Pull every line containing "absolute" from the listing.
^^^^
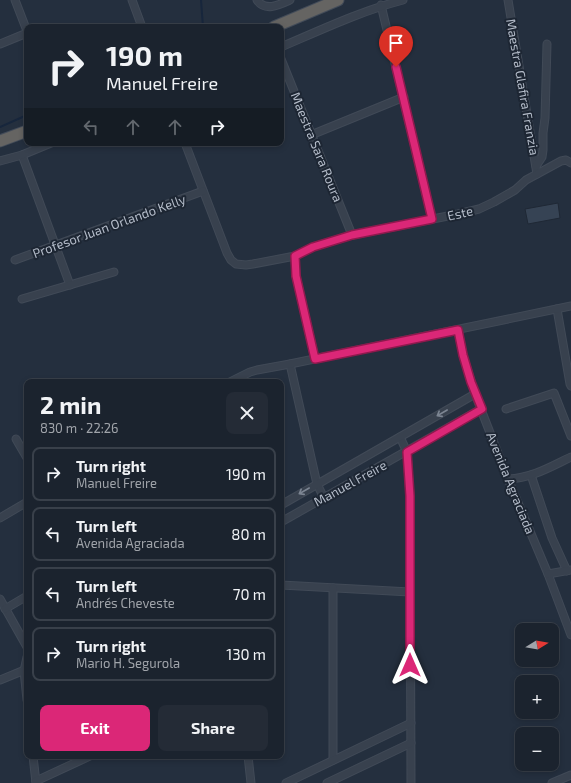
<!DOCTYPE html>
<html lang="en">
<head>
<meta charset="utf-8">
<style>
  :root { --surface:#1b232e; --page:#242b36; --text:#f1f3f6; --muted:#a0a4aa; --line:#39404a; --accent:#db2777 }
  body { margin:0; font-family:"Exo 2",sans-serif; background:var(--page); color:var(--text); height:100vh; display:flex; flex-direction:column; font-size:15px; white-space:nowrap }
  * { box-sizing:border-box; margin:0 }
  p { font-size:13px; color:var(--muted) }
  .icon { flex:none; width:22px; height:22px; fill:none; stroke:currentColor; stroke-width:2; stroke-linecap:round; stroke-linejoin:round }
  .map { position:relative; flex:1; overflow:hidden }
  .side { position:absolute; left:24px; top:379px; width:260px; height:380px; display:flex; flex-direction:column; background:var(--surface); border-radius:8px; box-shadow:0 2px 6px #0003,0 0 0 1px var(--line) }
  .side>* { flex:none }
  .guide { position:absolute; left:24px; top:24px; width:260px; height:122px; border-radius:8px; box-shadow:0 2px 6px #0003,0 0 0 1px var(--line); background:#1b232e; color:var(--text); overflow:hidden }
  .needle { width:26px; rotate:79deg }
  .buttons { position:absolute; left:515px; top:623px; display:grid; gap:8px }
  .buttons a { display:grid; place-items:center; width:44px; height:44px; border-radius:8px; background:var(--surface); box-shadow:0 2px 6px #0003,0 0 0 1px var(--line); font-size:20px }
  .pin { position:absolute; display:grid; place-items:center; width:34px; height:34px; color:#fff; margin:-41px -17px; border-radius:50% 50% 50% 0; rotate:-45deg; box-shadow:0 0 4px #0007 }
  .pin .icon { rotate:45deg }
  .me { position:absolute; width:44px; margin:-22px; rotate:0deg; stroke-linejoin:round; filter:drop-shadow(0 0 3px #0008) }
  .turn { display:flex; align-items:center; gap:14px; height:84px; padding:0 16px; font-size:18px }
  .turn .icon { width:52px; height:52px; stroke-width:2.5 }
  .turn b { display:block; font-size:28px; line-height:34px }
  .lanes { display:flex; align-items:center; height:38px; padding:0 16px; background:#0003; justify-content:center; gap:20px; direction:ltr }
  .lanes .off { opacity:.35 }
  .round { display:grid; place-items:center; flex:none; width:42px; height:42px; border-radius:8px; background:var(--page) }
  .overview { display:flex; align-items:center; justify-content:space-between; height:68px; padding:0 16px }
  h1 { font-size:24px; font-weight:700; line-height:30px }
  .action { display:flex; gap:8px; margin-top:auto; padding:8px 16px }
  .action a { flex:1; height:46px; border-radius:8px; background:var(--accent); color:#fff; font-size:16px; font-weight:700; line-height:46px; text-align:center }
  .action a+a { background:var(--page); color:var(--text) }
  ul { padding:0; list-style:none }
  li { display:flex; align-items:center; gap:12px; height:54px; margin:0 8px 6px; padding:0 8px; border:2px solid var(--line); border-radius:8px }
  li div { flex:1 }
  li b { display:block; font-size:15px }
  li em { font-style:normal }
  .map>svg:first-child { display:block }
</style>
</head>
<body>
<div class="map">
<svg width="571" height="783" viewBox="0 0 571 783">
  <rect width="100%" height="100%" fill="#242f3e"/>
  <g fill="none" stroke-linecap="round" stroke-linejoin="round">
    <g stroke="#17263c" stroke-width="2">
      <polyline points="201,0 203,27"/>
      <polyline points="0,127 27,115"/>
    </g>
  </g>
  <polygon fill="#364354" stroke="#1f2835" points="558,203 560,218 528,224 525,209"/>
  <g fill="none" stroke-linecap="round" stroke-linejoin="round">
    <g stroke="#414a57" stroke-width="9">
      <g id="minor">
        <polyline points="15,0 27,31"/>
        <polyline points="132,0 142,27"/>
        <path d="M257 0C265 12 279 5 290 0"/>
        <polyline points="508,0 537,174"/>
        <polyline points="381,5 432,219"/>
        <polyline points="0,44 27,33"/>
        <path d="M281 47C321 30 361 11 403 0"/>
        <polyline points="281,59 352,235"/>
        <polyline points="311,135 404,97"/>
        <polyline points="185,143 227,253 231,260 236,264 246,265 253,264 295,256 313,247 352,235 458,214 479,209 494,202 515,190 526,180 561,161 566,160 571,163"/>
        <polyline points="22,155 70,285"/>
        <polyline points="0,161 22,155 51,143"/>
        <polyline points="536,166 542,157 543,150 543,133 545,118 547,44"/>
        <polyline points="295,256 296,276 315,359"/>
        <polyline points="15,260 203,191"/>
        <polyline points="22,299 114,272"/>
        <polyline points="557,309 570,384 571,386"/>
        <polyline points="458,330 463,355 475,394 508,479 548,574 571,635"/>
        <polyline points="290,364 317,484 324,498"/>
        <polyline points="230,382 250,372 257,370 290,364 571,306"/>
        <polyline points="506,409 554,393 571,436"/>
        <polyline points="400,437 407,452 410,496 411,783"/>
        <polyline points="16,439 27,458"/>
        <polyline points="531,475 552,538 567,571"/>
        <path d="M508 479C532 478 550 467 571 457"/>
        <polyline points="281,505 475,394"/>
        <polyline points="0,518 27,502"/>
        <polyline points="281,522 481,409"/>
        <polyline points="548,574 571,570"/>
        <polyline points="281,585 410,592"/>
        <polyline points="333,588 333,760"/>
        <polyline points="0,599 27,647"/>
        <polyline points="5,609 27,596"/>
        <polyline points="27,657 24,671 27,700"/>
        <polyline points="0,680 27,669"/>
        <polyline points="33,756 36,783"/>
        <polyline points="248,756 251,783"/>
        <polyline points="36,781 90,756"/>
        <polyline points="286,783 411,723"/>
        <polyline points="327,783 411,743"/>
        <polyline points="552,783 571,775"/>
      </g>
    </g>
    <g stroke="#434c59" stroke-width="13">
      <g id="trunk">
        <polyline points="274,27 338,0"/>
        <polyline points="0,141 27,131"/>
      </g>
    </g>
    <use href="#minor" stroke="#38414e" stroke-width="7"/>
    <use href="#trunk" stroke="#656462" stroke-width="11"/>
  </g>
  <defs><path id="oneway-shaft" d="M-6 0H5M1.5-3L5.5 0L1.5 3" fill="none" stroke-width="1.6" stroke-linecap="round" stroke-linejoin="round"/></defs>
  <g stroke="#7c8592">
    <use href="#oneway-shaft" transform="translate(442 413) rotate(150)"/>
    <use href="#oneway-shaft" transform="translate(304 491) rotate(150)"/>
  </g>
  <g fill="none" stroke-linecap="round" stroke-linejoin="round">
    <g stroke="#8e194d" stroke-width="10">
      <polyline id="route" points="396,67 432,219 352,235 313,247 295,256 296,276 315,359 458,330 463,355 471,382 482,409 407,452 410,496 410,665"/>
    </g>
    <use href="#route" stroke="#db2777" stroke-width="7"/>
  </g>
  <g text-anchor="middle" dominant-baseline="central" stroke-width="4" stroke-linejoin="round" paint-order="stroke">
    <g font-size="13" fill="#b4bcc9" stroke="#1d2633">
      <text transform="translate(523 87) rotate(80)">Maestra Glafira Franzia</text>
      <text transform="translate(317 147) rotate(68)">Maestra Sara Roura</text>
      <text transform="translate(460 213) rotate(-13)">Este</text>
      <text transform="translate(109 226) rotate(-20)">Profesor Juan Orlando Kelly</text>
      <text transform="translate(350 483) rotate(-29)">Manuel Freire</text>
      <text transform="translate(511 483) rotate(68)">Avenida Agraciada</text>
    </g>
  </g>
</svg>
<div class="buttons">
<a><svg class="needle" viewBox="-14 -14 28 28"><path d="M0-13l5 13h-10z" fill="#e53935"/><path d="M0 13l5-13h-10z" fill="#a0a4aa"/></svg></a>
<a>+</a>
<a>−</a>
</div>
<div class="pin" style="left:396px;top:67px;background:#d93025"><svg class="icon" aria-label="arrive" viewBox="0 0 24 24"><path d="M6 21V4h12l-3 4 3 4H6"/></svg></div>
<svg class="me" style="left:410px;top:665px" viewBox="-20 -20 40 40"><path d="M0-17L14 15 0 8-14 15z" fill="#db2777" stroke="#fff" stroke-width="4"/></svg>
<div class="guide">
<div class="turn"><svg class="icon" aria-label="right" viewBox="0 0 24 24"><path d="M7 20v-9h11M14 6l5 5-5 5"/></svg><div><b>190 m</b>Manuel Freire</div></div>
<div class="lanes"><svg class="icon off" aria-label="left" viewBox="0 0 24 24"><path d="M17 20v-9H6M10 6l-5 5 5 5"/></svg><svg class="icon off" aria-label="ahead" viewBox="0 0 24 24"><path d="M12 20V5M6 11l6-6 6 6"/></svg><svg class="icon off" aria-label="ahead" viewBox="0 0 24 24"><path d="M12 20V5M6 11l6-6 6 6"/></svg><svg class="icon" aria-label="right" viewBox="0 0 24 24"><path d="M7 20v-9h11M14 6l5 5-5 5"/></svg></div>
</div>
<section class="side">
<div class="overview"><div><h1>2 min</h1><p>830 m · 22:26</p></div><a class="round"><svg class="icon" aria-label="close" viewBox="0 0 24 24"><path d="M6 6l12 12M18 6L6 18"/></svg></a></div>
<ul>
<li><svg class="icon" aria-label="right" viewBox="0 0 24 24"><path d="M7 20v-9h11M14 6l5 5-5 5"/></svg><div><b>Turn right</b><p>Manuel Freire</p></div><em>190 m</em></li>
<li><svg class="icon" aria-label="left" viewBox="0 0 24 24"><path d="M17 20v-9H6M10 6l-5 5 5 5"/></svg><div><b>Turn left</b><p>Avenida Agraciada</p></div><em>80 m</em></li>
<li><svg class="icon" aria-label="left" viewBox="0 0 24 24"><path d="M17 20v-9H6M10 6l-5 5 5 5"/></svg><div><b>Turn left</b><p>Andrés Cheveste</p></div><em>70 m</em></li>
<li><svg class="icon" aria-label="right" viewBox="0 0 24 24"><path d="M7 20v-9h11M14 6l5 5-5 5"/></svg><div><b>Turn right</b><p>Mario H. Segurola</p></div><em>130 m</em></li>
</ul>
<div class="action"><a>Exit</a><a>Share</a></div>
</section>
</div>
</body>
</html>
^^^^
* _Written answer_
  .side { position:absolute; left:24px; top:379px; width:260px; height:380px; display:flex; flex-direction:column; background:var(--surface); border-radius:8px; box-shadow:0 2px 6px #0003,0 0 0 1px var(--line) }
  .guide { position:absolute; left:24px; top:24px; width:260px; height:122px; border-radius:8px; box-shadow:0 2px 6px #0003,0 0 0 1px var(--line); background:#1b232e; color:var(--text); overflow:hidden }
  .buttons { position:absolute; left:515px; top:623px; display:grid; gap:8px }
  .pin { position:absolute; display:grid; place-items:center; width:34px; height:34px; color:#fff; margin:-41px -17px; border-radius:50% 50% 50% 0; rotate:-45deg; box-shadow:0 0 4px #0007 }
  .me { position:absolute; width:44px; margin:-22px; rotate:0deg; stroke-linejoin:round; filter:drop-shadow(0 0 3px #0008) }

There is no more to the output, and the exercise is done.